Para Kant, el mundo en sí es un “caos de sensaciones”. Somos nosotros,
los sujetos, los que le damos sentido y orden a través de nuestras formas a
priori del conocimiento, que nos permiten generar conceptos que añadimos a los
datos de la experiencia. De aquí la idea hoy vigente de que la realidad es una
“construcción social”, es decir, que, a partir de lo que nos dan los sentidos,
añadimos a esa realidad una forma y un orden que en sí misma no tiene; y como
es cosa subjetiva, podemos dar a esa realidad la forma que nos parezca; da
igual una que otra, dirán los hoy partidarios de la llamada “diversidad” o
“identidad fluida”. Pero hay una forma orteguiana de ver todo esto y superar
así a Kant y a sus posmodernos herederos.
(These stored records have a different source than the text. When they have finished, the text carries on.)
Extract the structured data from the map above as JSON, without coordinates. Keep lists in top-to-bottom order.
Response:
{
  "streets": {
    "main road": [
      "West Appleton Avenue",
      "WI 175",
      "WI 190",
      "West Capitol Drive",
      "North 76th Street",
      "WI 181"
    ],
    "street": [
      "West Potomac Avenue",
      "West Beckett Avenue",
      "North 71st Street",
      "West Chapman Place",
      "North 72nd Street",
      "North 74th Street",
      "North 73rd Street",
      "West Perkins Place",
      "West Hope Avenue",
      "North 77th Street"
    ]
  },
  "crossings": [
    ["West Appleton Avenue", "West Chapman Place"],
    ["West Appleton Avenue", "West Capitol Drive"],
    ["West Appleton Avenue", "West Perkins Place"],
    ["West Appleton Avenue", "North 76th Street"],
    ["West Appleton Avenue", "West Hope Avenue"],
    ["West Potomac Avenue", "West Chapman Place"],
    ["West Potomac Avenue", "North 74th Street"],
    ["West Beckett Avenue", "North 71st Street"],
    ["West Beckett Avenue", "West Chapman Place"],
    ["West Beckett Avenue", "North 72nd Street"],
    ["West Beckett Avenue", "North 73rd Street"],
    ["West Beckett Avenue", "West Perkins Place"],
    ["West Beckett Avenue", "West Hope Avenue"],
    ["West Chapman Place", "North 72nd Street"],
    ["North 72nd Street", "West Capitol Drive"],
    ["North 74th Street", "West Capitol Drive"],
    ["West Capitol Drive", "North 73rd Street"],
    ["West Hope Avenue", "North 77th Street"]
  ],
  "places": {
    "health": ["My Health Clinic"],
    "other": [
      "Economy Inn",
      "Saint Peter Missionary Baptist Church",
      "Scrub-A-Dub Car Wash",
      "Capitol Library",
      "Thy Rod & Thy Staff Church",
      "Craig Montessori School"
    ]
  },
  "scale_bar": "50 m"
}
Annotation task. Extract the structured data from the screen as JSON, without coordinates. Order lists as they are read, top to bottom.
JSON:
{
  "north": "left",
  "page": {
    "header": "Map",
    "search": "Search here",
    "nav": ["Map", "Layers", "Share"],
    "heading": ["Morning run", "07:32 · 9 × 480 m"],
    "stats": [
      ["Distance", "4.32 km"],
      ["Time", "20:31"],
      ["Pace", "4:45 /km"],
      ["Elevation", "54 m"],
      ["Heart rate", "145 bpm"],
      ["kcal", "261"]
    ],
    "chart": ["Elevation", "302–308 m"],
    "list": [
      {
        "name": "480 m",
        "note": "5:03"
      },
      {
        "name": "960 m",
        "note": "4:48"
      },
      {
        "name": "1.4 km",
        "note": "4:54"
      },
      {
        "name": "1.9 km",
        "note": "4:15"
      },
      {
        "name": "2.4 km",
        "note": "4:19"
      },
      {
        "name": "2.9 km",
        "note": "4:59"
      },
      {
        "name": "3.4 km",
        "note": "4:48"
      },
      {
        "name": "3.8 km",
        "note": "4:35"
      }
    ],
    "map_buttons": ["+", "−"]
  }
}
De la mesa, por ejemplo, sobre la
cual escribo, los sentidos solo me aportan su anverso y un par de patas. Para
llegar hasta el concepto “mesa” tengo que añadir algo que no me aportan los
sentidos… ¡pero no vale cualquier cosa! La mesa que está ahí, y en general, la
circunstancia, imponen límites y exigencias a mi “construcción”, a mi concepto.
La forma, el orden están ahí afuera, no son una invención cualquiera mía. “El
dato radical (…) es una coexistencia de mí con las cosas”, dice Ortega;
no, por tanto, una construcción mía, de cada sujeto (Ortega y Gasset[1]).